Alien Star Dust is an ensemble project and performance created by Victoria Vesna (PhD / Founder, Director, Art | Sci Center + Lab, School of the Arts + California NanoSystems Institute) featuring Rhiannon Catalyst singing ethereal and other-wordly vocals to help lead participants to space and back to Earth again in this groundbreaking experimental project premiered by Harvestworks.

We are created from stardust by nuclear fusion, like our myriad siblings – animals, plants, insects, plankton, bacteria, and viruses, and we all function together in vibratory fields – bottom up just as nature and nanotechnology works. [Alien] Star Dust rains on us every day and this piece brings these particles to our attention and reminds us of our interconnected heritage in the larger cosmos. Dust knows no borders.

Premiering with the support of Harvestworks, this work is meant to be experienced as a guided meditation bringing to life the sensations of meteorites and micro-meteorites falling on all continents and mixing with the anthropogenic dust falling on our planet from many dimensions. Layers of sounds from inner and outer space with animations of dust and data driven by corona deaths are presented with the intent of honoring those who left their bodies without preparation and all who are suffering.

This online version was created as a meditation that is guided by the artist following the extra-terrestrial, terrestrial, and human-made dusts traveling far and wide and creating complexity that is part of an invisible reality. Most go about their daily life without being aware of ever thinking about the extraterrestrial dusts that could be on their kitchen floor, right here on earth. The alien signal is lost in the human noise and the group meditation reclaims our vision of planetary citizenship.

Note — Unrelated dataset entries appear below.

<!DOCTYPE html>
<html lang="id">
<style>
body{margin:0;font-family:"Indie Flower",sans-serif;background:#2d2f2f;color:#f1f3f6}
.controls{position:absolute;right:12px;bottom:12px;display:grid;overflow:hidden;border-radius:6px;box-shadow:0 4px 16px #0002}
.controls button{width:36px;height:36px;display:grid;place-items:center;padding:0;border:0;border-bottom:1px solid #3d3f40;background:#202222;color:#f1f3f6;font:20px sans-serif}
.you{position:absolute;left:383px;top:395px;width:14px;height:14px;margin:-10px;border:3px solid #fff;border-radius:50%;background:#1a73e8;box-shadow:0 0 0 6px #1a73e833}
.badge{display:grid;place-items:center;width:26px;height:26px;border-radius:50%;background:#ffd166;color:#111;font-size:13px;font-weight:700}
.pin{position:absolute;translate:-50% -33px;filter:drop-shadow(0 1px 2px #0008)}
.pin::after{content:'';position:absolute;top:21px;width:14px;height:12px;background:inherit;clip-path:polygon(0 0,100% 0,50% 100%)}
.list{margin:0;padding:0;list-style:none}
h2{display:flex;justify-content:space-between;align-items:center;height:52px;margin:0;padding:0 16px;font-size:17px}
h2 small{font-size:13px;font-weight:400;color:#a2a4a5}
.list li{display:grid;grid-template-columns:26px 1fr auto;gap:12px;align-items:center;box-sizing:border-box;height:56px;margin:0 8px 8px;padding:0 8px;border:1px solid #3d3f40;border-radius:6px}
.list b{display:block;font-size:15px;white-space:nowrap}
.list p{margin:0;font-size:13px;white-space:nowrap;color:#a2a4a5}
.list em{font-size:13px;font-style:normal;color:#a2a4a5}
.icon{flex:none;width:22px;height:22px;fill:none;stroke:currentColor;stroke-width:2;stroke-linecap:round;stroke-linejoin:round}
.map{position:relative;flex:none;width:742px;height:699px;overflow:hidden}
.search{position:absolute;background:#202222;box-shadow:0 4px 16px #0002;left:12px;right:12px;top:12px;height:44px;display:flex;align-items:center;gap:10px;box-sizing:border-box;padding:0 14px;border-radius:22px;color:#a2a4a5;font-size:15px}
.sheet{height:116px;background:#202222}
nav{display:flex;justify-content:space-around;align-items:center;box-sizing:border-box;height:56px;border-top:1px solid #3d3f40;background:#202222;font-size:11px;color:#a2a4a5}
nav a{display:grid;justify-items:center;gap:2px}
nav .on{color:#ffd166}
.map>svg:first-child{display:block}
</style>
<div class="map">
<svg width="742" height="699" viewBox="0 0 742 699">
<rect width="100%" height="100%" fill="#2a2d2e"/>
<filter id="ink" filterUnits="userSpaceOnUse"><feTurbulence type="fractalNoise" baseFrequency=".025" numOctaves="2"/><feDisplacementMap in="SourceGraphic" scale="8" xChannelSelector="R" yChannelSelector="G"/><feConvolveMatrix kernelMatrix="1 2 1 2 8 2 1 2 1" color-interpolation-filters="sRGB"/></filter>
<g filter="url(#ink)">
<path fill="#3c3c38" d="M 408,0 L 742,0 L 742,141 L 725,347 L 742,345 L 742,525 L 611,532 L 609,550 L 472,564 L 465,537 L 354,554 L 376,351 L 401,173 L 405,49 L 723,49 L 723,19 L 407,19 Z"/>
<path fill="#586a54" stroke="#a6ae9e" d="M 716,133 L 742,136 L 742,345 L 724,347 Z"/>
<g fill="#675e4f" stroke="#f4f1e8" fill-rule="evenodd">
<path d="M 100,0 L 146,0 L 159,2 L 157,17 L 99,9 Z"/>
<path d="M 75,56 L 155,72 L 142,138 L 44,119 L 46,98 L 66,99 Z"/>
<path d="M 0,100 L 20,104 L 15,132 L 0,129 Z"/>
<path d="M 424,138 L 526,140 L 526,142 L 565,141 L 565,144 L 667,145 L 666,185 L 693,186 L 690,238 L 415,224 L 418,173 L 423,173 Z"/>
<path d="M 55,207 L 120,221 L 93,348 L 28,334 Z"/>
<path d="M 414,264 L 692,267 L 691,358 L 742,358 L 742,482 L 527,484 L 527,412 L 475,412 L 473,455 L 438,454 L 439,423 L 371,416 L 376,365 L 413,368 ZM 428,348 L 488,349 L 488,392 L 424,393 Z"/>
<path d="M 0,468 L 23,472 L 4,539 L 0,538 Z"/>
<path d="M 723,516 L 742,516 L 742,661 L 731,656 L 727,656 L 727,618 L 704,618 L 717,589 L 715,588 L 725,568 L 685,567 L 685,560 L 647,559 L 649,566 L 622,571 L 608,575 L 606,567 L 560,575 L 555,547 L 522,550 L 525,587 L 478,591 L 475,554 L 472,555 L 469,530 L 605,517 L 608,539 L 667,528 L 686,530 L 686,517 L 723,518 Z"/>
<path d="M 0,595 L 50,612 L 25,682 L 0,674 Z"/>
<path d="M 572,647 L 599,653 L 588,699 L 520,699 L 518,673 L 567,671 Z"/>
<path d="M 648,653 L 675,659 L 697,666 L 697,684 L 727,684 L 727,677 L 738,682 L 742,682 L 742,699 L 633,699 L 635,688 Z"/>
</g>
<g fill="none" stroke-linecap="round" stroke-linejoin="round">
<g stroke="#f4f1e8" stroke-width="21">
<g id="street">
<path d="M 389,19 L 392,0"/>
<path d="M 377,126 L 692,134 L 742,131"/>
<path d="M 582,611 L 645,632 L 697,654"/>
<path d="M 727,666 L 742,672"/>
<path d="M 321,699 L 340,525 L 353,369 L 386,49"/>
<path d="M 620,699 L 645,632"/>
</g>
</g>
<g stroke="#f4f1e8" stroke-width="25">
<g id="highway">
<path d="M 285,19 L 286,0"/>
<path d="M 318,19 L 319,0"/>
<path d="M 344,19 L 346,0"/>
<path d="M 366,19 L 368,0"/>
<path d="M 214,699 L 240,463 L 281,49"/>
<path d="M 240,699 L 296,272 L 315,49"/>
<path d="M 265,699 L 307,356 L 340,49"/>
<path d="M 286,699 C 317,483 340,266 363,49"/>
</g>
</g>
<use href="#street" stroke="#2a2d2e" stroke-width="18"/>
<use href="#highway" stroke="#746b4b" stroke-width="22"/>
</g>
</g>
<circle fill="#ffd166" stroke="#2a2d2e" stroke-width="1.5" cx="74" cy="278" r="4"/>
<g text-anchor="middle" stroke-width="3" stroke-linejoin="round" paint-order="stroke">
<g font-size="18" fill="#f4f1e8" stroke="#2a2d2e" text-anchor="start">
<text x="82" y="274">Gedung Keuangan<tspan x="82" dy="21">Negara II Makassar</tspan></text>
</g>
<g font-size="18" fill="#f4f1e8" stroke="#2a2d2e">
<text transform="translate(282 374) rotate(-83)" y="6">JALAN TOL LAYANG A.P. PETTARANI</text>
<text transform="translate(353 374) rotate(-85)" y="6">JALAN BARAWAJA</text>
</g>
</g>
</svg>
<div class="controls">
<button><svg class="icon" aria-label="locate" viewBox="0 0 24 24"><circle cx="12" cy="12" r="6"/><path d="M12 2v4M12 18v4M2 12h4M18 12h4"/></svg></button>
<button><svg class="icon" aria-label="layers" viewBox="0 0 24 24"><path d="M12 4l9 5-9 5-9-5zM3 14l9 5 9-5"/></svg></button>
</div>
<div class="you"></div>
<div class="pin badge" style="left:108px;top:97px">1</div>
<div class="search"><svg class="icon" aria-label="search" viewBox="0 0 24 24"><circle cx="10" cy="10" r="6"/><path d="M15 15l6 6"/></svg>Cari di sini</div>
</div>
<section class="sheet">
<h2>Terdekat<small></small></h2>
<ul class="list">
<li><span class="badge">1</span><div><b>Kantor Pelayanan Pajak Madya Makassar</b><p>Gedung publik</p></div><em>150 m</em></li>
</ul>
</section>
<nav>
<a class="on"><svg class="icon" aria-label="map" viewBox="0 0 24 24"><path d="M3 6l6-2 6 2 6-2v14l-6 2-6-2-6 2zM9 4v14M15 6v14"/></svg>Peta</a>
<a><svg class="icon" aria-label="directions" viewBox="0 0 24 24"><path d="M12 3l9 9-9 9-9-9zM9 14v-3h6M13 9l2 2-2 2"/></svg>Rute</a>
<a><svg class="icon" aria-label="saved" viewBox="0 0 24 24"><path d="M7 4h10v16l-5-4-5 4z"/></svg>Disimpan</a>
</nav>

Headphones highly recommended.

Audio is a critical part of [Alien] Star Dust — the animation was laid down on a composition of sounds that were created by UCLA students Ivana Dama and Clinton van Arnam and further spatialized by surround sound composer Paul Geluso under the conceptual direction of Victoria Vesna. Layers of signals from space mixing with human-made noise and melodies of various cultures envelop the space further amplifying the experience of the dust complexity. Underlying the entire complex terrain of sounds are oscillating sounds derived from live data of corona virus deaths. Rhiannon Catalyst adds to the complex sound tapestry her out-of-this-world voice and Geluso brings in a drone machine (built from Solfeggio frequencies) and flute – all to help the participating mind travelers enter another dimension.

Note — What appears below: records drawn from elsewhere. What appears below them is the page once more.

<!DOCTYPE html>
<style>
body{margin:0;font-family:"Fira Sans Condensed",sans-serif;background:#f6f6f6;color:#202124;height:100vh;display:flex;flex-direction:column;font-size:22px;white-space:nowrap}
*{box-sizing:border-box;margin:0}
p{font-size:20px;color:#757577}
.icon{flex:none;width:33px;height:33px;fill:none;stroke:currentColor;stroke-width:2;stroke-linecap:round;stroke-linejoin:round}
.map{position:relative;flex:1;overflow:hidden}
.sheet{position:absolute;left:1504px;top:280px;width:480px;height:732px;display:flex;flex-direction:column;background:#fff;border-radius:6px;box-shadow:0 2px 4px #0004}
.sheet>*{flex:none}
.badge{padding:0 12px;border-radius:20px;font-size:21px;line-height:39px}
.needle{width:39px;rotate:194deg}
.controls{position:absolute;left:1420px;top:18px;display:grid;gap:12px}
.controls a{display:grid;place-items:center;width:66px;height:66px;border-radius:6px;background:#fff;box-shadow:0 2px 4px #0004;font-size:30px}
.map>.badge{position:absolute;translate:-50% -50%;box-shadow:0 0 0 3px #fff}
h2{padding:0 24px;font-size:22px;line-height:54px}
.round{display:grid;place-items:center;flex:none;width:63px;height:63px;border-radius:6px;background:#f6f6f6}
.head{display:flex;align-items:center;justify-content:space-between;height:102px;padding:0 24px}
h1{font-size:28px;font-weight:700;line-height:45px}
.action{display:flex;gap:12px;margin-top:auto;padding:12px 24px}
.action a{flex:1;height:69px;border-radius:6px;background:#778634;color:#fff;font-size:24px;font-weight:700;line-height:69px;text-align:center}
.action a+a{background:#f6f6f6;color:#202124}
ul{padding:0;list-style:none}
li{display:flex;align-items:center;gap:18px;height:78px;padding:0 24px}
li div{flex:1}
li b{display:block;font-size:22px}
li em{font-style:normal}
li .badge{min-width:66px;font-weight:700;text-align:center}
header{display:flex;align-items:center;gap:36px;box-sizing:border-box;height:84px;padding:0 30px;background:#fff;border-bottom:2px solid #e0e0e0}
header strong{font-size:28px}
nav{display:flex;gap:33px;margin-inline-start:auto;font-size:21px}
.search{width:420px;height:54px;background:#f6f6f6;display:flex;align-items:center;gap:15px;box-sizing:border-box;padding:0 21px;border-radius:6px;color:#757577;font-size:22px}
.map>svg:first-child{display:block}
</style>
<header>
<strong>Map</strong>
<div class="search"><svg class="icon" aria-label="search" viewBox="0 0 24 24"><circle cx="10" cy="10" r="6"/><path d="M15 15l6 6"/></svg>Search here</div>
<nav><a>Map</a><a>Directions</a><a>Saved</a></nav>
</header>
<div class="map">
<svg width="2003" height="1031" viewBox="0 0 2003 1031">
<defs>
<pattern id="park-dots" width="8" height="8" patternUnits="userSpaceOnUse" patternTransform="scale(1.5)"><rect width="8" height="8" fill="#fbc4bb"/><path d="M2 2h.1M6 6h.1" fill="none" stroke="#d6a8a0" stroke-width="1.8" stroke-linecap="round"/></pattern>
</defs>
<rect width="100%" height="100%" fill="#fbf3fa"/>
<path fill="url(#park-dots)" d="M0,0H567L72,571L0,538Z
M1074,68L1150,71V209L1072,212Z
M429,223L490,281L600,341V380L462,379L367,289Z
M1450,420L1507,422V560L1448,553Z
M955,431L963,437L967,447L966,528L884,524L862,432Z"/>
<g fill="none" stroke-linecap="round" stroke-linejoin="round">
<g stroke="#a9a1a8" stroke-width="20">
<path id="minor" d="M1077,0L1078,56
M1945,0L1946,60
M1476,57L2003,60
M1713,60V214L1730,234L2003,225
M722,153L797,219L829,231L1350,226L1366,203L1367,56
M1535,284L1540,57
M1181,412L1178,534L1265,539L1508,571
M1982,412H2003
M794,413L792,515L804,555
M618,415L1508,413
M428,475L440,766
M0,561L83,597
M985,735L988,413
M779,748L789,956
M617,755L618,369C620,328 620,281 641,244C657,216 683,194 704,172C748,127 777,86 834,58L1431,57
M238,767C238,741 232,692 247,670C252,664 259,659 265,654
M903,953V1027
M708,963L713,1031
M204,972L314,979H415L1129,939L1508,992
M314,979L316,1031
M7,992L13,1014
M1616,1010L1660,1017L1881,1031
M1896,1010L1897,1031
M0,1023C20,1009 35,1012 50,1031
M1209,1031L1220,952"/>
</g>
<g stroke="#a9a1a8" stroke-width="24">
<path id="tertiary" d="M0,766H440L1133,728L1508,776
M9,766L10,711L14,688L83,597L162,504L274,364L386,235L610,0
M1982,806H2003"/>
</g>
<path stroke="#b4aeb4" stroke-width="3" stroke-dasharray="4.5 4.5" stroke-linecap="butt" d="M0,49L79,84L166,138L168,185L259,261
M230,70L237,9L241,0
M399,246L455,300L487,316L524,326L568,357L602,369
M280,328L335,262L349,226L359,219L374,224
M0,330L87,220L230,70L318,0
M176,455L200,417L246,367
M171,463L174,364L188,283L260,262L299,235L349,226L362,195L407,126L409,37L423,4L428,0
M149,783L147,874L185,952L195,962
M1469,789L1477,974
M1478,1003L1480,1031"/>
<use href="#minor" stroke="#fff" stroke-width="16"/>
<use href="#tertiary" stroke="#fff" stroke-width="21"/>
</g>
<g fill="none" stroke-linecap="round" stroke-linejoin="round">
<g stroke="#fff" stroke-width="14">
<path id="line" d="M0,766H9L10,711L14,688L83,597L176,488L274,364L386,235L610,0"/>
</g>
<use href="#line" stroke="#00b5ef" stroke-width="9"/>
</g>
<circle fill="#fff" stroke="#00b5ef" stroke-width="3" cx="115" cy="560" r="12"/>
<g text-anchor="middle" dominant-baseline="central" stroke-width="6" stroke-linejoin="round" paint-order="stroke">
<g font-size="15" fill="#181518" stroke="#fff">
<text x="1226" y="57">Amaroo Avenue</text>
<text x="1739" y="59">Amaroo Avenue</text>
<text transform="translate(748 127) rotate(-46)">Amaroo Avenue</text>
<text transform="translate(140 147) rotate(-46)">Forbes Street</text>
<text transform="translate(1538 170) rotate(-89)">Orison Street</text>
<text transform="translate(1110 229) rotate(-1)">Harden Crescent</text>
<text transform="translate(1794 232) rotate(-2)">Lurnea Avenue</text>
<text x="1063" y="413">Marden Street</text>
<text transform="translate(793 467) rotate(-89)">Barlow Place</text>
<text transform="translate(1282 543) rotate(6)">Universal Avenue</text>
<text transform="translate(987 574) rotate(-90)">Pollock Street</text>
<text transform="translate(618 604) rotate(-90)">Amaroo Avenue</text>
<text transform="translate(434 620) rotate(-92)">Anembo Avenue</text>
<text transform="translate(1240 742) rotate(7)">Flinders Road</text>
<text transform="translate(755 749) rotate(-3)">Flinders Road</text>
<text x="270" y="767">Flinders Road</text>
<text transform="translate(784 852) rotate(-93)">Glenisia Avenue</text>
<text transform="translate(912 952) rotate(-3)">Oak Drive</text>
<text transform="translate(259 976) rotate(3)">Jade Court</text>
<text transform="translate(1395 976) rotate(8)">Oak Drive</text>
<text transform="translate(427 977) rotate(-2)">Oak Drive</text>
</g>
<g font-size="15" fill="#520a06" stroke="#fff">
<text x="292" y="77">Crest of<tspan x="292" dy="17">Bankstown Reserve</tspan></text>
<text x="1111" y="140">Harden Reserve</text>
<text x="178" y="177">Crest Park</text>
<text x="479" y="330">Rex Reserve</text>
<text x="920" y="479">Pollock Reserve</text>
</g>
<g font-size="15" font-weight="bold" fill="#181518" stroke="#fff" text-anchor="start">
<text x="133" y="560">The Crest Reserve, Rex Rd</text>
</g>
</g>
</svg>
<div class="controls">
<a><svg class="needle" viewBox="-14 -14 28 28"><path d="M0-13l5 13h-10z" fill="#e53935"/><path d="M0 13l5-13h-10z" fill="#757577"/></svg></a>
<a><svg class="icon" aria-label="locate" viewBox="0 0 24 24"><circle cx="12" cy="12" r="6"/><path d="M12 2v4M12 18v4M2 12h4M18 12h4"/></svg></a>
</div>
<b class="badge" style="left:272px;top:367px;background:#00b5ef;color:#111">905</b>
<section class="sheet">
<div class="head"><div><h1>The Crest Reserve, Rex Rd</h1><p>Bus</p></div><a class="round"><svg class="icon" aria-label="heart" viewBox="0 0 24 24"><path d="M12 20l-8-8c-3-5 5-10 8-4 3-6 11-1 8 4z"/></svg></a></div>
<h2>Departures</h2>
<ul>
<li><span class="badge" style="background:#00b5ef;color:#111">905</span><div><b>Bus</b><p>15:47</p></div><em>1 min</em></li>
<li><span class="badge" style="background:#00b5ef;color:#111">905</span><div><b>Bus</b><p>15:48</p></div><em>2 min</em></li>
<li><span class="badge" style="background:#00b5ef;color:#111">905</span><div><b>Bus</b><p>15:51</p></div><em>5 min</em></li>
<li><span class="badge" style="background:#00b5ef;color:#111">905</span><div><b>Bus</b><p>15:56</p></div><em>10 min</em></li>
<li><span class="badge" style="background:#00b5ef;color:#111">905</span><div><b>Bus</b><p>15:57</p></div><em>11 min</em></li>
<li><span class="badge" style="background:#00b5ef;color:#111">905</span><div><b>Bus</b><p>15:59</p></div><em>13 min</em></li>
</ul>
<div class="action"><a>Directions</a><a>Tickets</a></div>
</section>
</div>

The artist also utilized recordings gathered on the roof of the Natural History Museum – from antennae that act as a receiver of radio signals reflected from the plasma trails of the meteors. GRAVES French Space Surveillance Radar located near the city of Dijon
(France) is used as a transmitter. These frequencies are mixed with recordings by NASA including: “dinks and donks” — strange sounds created by friction inside of NASA’s InSight spacecraft’s seismometer (SEIS); Raw Sounds from InSights
Seismometer on Mars and captures of humming sounds created by the Sun’s natural vibrations Last addition to the sound composition was added just before finalizing the project when astrophysicists announced the detection of superfast bursts of radio waves flashing
across Earth from deep space in a repeating 16-day pattern. Fast radio bursts (FRBs) have likely happened for billions of years, but humans only discovered them in 2007, and have detected only a few dozen of them until recently. This repeating pattern, however, suggests that something else is going on, that there’s some sort of natural machine in the universe for pumping regular shrieks of radio energy across space. [8] It is important we listen and decode these messages from space.

Credits:

3D imaging and animation: Eli Joteva, Debra Isaac

Drexel University 3D Interns: Julia Farley, Jonathan Jankowiak, Lucas Tomaselli, Forrest Grant, Cate Brooks, Emily Mah, Samantha Seitz, Marianna Lambros 

Audio: Paul Geluso, Clinton van Arnam, John Brumley

Voice: Rhiannon Catalyst, Victoria Vesna as the guide

Visual mix: Ivana Dama

With promotional support by:

 

Victoria Vesna’s work has long focused on immersing audiences in installation spaces that are meant to slow down time and take us into other dimensions. This led her to work in close collaborations with musicians, sound artists, nanoscientists, biologists, neuro-scientists and buddhist monks among others. Some examples of work in the past two decades are the NanoMandalaBlue MorphOctopus Brain StormingBird Song Diamond and most recently the Noise Aquarium. In this new work, together with her collaborators from the UCLA Art Sci collective and Harvestworks, she takes us on a meditative journey to outer space.